I'm analyzing the runtime of an algorithm I wrote. I determined that there are
${{\frac{n(n-1)}{2}} \choose n}$ $\approx$ ${n^2 \choose n}$ = $\frac{n^2!}{n!(n^2-n)!}$ operations in the algorithm.
However I do not know how to simplify this further. I also could be completely off, as I do not have a math major.
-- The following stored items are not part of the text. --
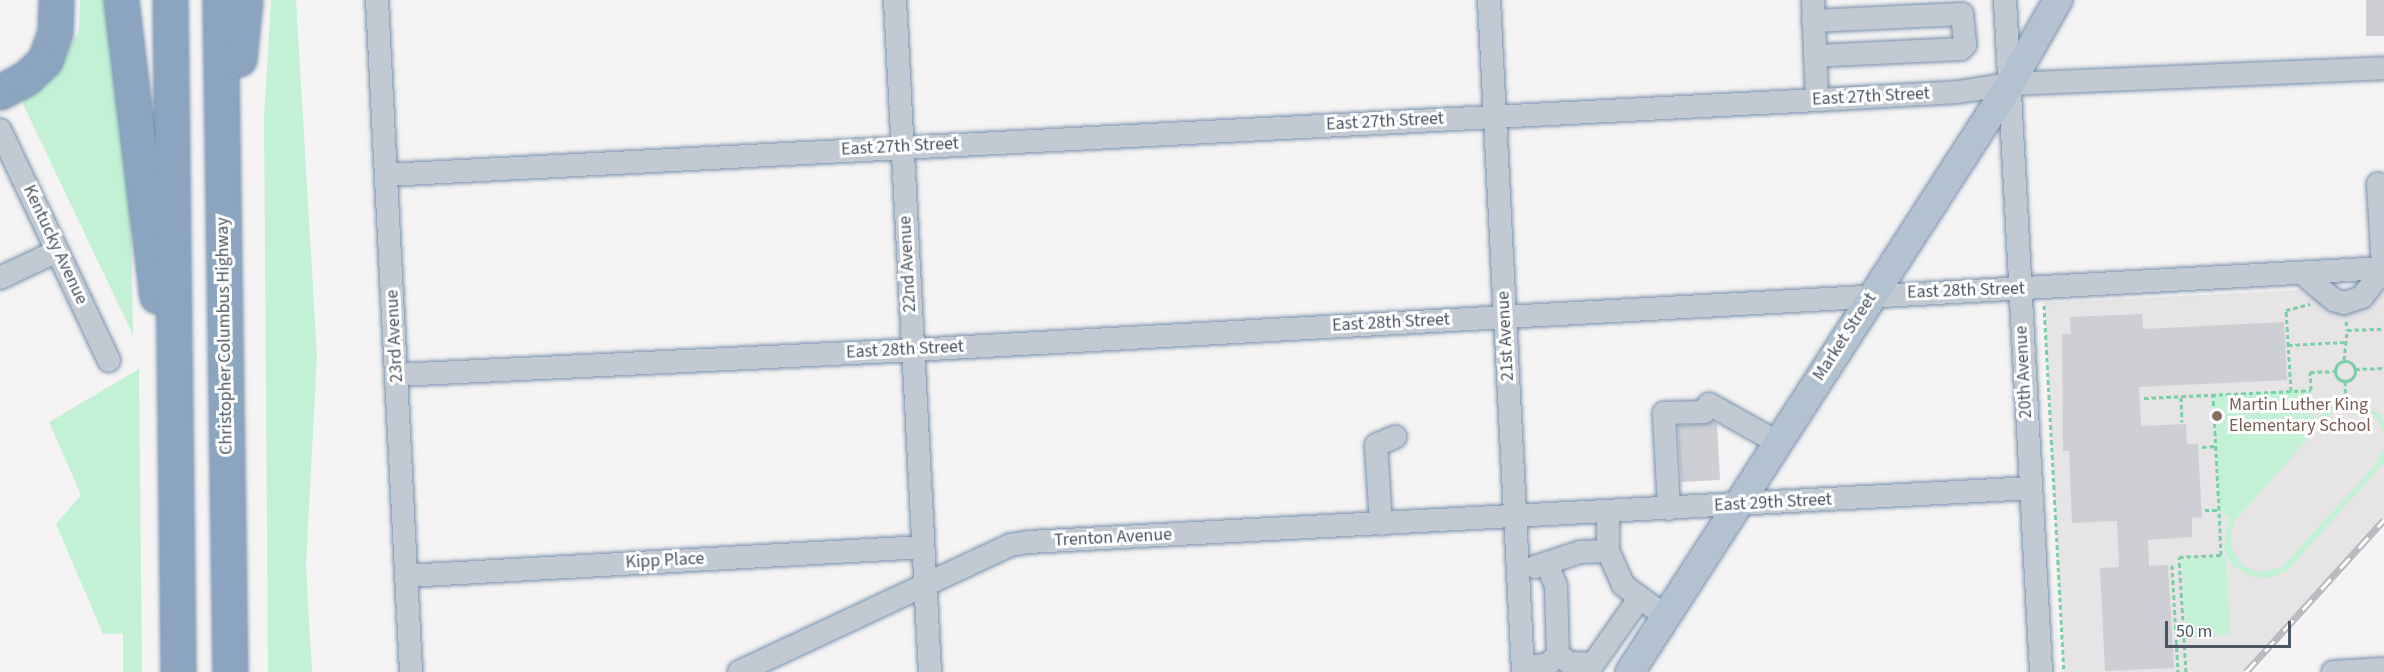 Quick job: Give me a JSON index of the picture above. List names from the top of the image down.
{
  "streets": {
    "highway": ["Christopher Columbus Highway"],
    "main road": ["Market Street"],
    "street": [
      "East 27th Street",
      "Kentucky Avenue",
      "22nd Avenue",
      "East 28th Street",
      "23rd Avenue",
      "21st Avenue",
      "20th Avenue",
      "East 29th Street",
      "Trenton Avenue",
      "Kipp Place"
    ]
  },
  "crossings": [
    ["East 27th Street", "22nd Avenue"],
    ["East 27th Street", "23rd Avenue"],
    ["East 27th Street", "21st Avenue"],
    ["East 27th Street", "Market Street"],
    ["East 27th Street", "20th Avenue"],
    ["22nd Avenue", "East 28th Street"],
    ["22nd Avenue", "Trenton Avenue"],
    ["22nd Avenue", "Kipp Place"],
    ["East 28th Street", "23rd Avenue"],
    ["East 28th Street", "21st Avenue"],
    ["East 28th Street", "Market Street"],
    ["East 28th Street", "20th Avenue"],
    ["23rd Avenue", "Kipp Place"],
    ["21st Avenue", "East 29th Street"],
    ["21st Avenue", "Trenton Avenue"],
    ["Market Street", "20th Avenue"],
    ["Market Street", "East 29th Street"],
    ["20th Avenue", "East 29th Street"],
    ["East 29th Street", "Trenton Avenue"]
  ],
  "places": ["Martin Luther King Elementary School"],
  "scale_bar": "50 m"
} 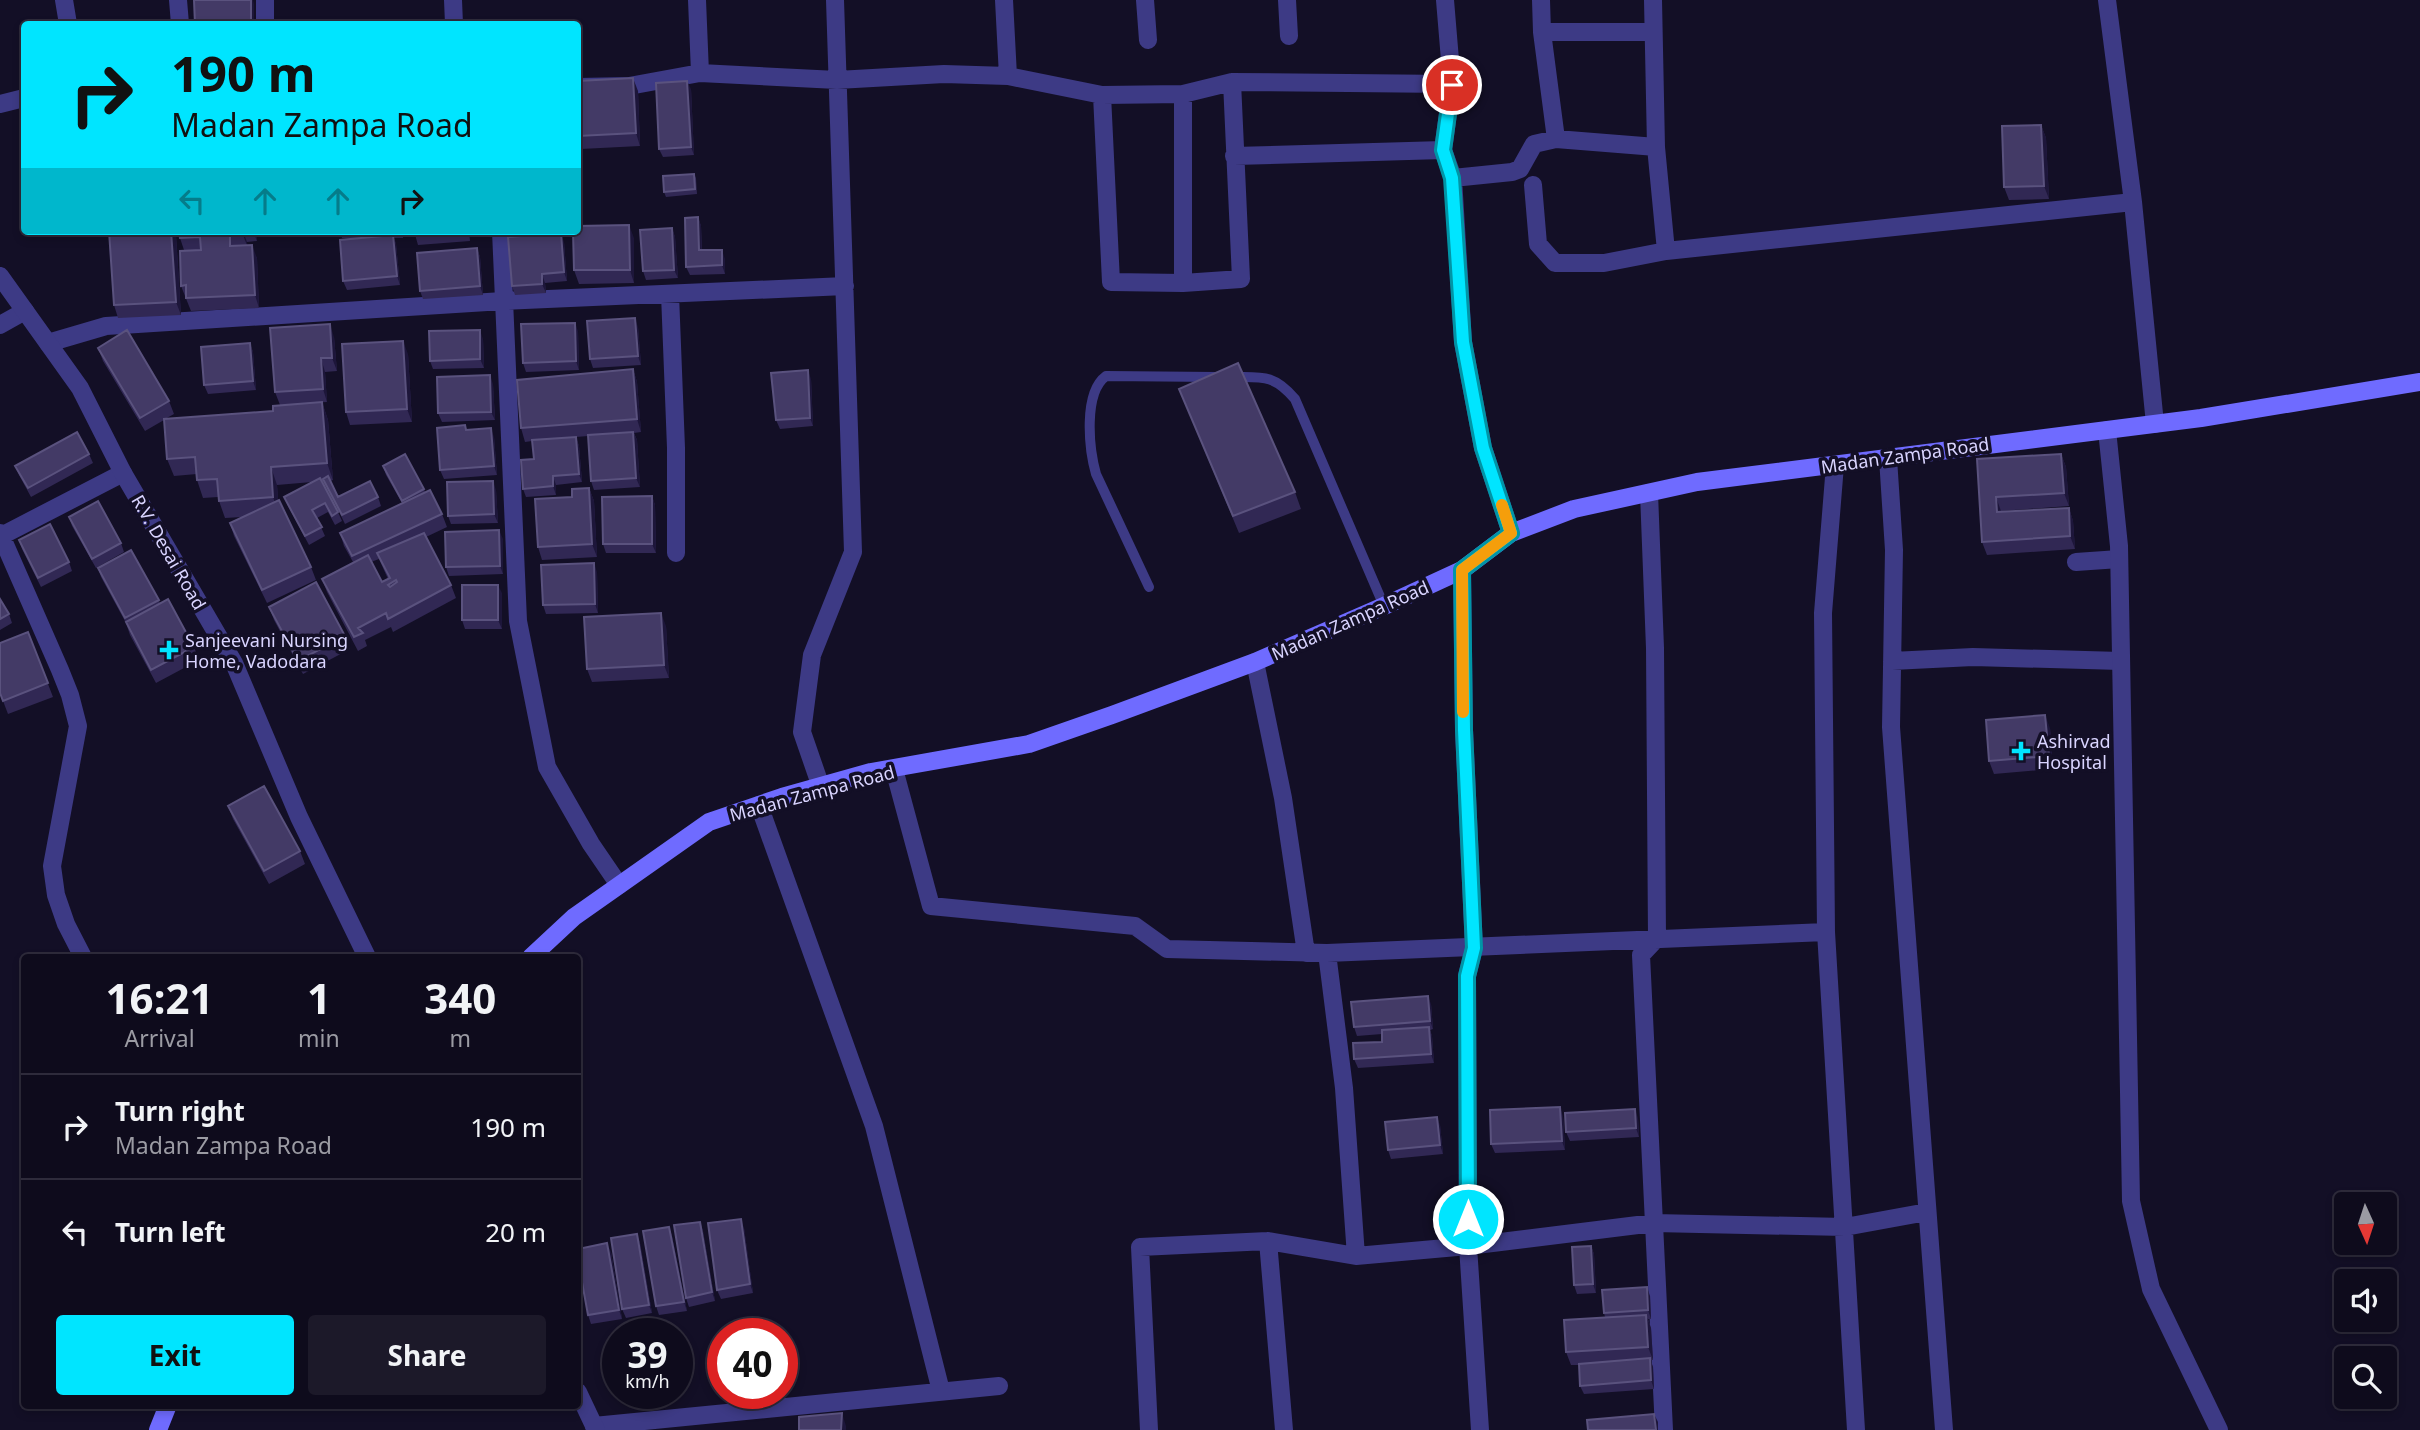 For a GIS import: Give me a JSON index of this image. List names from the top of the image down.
{
  "streets": {
    "main road": ["Madan Zampa Road"],
    "street": ["R.V. Desai Road"]
  },
  "places": {
    "health": ["Sanjeevani Nursing Home, Vadodara", "Ashirvad Hospital"]
  },
  "north": "bottom",
  "page": {
    "turn": ["190 m", "Madan Zampa Road"],
    "eta": [
      "16:21",
      "Arrival",
      "1",
      "min",
      "340",
      "m"
    ],
    "list": [
      {
        "name": "Turn right",
        "note": "Madan Zampa Road",
        "value": "190 m"
      },
      {
        "name": "Turn left",
        "value": "20 m"
      }
    ],
    "buttons": ["Exit", "Share"],
    "speed": "39 km/h",
    "limit": "40"
  }
}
Can someone help with this analysis?
On
Here is a routine derived from Wikipedia's article on Binomial Coefficient to calculate the exact value. This works pretty well, uses only exact integer arithmetic in Python, and is time complexity O(n). Remember that in Python, range(n) produces a list from 0 through n – 1.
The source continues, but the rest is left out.